***** Task data
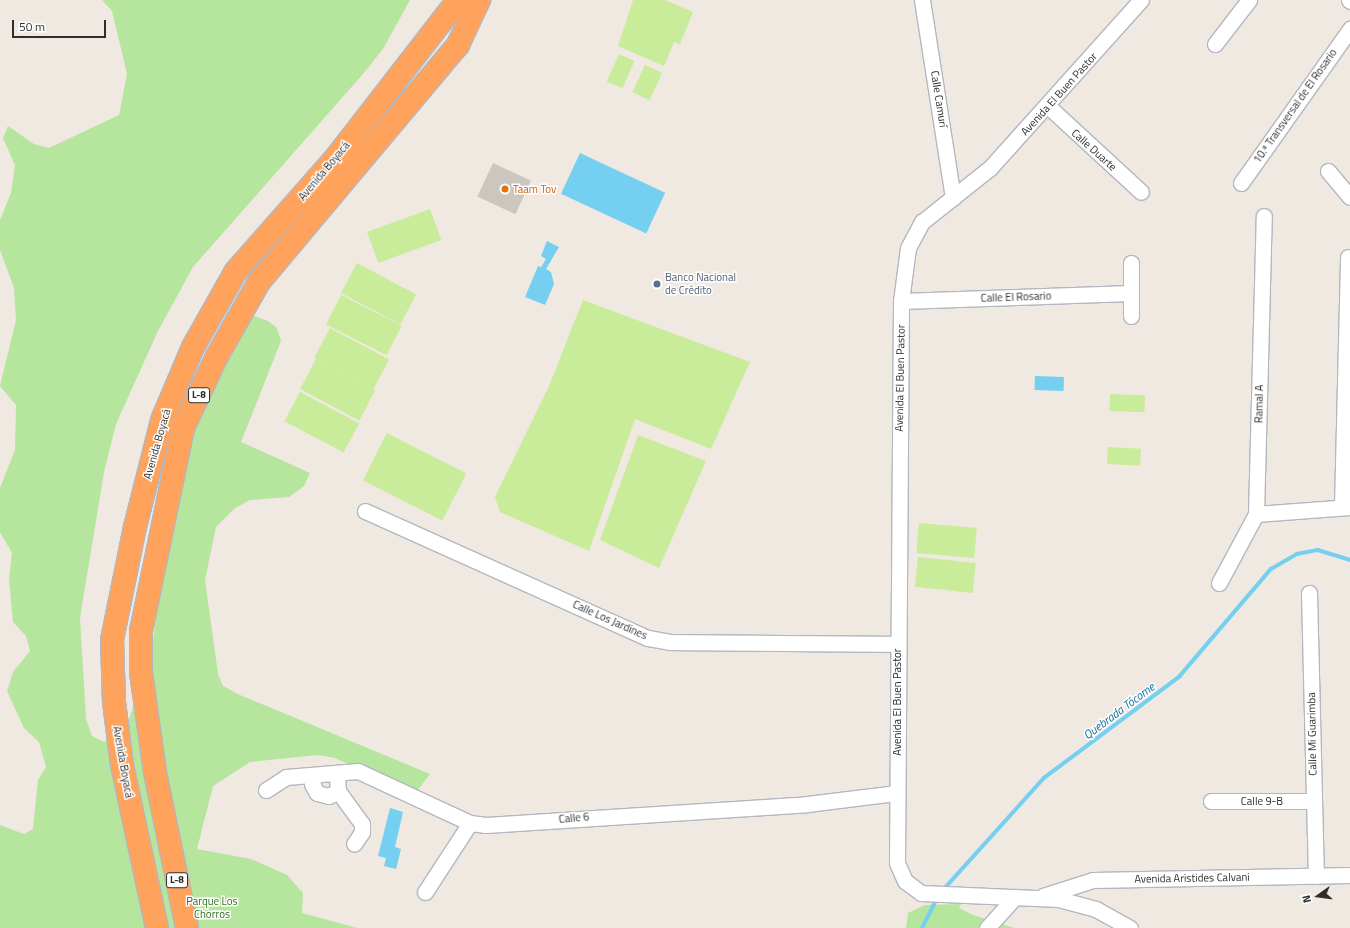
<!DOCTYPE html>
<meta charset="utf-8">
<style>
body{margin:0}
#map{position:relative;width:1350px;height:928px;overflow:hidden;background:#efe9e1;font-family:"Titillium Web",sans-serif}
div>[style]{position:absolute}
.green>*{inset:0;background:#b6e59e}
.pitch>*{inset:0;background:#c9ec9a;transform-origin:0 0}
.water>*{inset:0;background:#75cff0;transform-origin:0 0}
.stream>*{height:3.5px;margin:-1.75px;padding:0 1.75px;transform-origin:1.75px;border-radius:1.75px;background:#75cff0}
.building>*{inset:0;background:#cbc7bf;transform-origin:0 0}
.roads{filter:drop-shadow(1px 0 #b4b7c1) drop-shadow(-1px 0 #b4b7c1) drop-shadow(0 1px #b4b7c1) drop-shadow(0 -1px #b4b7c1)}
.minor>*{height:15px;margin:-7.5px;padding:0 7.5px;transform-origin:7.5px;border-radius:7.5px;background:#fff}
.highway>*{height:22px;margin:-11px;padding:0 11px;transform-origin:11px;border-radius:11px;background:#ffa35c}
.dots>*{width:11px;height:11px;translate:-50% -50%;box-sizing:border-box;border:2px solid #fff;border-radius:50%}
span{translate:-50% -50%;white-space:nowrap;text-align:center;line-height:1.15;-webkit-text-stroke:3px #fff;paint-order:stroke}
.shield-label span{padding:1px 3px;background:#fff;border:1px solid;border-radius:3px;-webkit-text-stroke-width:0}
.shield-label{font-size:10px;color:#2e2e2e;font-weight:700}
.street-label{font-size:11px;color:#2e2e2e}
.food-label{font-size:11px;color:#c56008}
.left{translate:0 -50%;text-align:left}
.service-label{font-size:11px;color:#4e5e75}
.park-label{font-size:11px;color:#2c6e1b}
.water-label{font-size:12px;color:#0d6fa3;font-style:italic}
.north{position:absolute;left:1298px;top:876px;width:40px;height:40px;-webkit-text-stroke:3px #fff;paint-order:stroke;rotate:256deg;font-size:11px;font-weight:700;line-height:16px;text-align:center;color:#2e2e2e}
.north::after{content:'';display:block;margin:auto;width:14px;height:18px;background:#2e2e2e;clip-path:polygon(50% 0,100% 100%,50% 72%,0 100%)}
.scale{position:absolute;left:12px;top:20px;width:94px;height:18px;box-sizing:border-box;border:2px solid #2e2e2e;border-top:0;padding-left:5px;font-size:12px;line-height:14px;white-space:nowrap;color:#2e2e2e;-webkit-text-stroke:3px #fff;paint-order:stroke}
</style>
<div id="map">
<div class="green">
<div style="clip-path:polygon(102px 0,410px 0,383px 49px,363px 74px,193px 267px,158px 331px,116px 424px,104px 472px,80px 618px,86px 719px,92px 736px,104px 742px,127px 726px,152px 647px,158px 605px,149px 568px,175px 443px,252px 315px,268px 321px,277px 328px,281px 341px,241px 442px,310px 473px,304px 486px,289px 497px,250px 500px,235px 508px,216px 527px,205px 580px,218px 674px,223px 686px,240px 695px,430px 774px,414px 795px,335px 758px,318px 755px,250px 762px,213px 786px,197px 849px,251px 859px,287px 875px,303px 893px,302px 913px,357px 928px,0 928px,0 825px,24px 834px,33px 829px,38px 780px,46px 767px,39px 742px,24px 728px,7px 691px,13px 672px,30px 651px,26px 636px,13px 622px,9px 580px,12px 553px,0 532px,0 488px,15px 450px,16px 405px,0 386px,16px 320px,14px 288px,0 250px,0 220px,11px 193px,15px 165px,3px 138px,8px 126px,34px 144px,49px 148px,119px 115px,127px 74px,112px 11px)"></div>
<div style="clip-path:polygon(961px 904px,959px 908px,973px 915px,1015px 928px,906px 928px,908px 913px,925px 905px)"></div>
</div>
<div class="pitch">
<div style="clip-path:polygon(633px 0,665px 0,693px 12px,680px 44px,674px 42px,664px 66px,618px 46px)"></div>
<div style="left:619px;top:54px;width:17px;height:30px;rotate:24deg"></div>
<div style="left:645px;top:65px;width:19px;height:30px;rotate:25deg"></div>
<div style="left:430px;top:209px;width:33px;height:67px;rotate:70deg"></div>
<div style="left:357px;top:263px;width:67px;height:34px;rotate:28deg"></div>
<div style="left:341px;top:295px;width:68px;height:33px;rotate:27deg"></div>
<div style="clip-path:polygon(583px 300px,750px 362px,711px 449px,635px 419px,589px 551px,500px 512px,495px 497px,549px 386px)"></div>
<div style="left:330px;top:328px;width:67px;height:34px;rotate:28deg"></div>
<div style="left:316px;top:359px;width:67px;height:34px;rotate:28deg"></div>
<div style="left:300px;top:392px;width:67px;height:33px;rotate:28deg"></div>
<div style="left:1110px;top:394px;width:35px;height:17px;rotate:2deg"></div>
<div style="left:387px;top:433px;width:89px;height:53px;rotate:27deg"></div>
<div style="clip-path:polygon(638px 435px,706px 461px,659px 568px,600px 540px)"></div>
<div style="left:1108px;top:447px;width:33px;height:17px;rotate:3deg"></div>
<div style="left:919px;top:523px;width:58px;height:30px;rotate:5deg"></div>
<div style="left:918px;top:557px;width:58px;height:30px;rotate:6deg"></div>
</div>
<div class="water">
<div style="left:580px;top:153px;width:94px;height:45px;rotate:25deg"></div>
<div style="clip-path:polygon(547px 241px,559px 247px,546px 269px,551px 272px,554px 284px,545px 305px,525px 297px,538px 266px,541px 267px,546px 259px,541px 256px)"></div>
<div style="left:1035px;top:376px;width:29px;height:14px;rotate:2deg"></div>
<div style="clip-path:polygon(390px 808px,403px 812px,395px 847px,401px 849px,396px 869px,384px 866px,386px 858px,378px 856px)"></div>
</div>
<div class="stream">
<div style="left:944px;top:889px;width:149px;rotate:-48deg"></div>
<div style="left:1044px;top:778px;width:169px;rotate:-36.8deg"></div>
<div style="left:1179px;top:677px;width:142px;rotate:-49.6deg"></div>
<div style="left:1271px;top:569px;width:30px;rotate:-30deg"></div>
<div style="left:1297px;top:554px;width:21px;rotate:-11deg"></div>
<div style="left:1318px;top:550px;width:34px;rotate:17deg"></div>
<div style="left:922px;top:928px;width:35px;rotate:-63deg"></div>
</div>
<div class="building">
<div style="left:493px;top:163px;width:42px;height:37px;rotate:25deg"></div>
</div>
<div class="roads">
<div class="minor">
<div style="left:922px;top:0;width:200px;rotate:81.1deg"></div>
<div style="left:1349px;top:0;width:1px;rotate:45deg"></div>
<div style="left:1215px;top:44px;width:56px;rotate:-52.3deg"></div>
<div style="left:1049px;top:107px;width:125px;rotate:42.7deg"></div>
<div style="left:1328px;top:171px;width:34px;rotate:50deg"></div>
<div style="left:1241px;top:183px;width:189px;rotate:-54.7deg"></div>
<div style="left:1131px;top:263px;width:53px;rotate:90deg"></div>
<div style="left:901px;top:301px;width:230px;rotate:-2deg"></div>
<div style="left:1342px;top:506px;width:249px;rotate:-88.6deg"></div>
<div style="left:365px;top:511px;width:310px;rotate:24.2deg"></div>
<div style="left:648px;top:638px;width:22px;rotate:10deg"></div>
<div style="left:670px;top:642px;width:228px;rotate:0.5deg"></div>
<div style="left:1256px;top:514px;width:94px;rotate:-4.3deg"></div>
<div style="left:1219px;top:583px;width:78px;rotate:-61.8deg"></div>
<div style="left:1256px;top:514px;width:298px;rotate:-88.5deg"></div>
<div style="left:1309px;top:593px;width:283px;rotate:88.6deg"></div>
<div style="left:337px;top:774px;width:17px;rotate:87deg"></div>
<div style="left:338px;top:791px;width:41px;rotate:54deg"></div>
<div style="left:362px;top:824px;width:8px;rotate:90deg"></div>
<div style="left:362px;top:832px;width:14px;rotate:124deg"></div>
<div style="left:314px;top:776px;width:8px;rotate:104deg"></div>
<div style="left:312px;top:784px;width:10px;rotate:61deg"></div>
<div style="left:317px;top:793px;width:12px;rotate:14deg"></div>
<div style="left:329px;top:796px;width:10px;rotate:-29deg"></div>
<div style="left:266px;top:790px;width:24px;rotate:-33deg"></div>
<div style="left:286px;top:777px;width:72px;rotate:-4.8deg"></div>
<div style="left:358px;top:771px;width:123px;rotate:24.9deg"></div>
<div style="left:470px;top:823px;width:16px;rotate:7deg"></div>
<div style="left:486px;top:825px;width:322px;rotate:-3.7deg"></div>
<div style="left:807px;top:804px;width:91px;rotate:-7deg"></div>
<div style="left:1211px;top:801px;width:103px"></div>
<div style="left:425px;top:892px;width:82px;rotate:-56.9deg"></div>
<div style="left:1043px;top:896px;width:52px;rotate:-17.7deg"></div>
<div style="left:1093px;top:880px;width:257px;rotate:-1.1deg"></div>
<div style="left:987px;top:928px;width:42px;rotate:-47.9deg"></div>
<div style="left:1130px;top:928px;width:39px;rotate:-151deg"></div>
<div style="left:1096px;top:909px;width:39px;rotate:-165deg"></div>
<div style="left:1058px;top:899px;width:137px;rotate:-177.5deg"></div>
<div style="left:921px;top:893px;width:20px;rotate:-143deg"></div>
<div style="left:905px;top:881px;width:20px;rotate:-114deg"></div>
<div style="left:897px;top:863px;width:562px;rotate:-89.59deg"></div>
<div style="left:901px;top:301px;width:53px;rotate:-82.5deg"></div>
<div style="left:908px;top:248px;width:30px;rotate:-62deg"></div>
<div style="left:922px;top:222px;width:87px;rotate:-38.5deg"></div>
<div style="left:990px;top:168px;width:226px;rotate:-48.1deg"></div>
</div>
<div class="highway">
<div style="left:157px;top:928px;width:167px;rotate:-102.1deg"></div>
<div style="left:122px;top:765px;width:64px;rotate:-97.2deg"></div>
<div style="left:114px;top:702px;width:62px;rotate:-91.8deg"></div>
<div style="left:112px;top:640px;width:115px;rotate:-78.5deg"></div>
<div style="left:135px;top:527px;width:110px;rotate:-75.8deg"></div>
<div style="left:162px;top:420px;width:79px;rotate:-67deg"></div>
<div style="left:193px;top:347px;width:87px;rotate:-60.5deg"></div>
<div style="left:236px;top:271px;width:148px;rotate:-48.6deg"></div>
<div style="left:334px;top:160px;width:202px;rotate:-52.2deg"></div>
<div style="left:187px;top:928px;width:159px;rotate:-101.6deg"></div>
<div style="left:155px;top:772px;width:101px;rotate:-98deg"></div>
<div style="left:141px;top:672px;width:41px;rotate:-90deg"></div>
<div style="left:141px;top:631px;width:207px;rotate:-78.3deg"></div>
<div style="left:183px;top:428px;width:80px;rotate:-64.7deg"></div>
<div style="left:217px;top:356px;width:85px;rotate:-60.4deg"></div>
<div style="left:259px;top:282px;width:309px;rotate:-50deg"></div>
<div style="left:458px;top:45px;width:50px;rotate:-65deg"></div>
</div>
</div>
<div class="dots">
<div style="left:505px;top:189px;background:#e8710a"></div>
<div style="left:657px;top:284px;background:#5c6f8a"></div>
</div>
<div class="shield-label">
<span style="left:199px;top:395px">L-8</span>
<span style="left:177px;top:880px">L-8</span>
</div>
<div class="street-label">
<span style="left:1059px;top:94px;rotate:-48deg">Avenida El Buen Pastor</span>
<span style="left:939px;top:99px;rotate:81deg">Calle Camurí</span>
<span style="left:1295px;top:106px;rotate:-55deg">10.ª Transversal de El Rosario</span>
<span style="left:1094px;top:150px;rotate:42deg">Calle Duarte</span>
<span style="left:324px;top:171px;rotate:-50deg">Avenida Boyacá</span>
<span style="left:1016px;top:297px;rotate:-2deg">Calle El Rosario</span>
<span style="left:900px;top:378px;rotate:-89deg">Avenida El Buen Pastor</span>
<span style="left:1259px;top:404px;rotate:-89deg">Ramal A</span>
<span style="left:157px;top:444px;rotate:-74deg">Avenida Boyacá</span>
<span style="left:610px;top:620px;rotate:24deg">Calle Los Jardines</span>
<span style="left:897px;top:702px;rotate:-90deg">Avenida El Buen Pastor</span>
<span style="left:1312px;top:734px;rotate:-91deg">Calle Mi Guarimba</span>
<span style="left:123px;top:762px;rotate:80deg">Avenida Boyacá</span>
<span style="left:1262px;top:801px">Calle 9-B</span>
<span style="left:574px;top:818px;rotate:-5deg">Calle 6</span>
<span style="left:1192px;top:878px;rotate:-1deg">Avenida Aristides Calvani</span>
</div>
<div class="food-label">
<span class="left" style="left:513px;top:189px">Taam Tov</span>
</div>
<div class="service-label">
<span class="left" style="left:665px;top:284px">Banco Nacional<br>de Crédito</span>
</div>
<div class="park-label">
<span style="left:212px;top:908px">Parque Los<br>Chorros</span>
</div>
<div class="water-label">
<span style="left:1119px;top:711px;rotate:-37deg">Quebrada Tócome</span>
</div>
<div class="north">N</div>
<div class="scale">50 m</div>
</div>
**********
Your instructions:
Count the lines of the records that contain the word "stream". Give only the count.

Result of the task:
2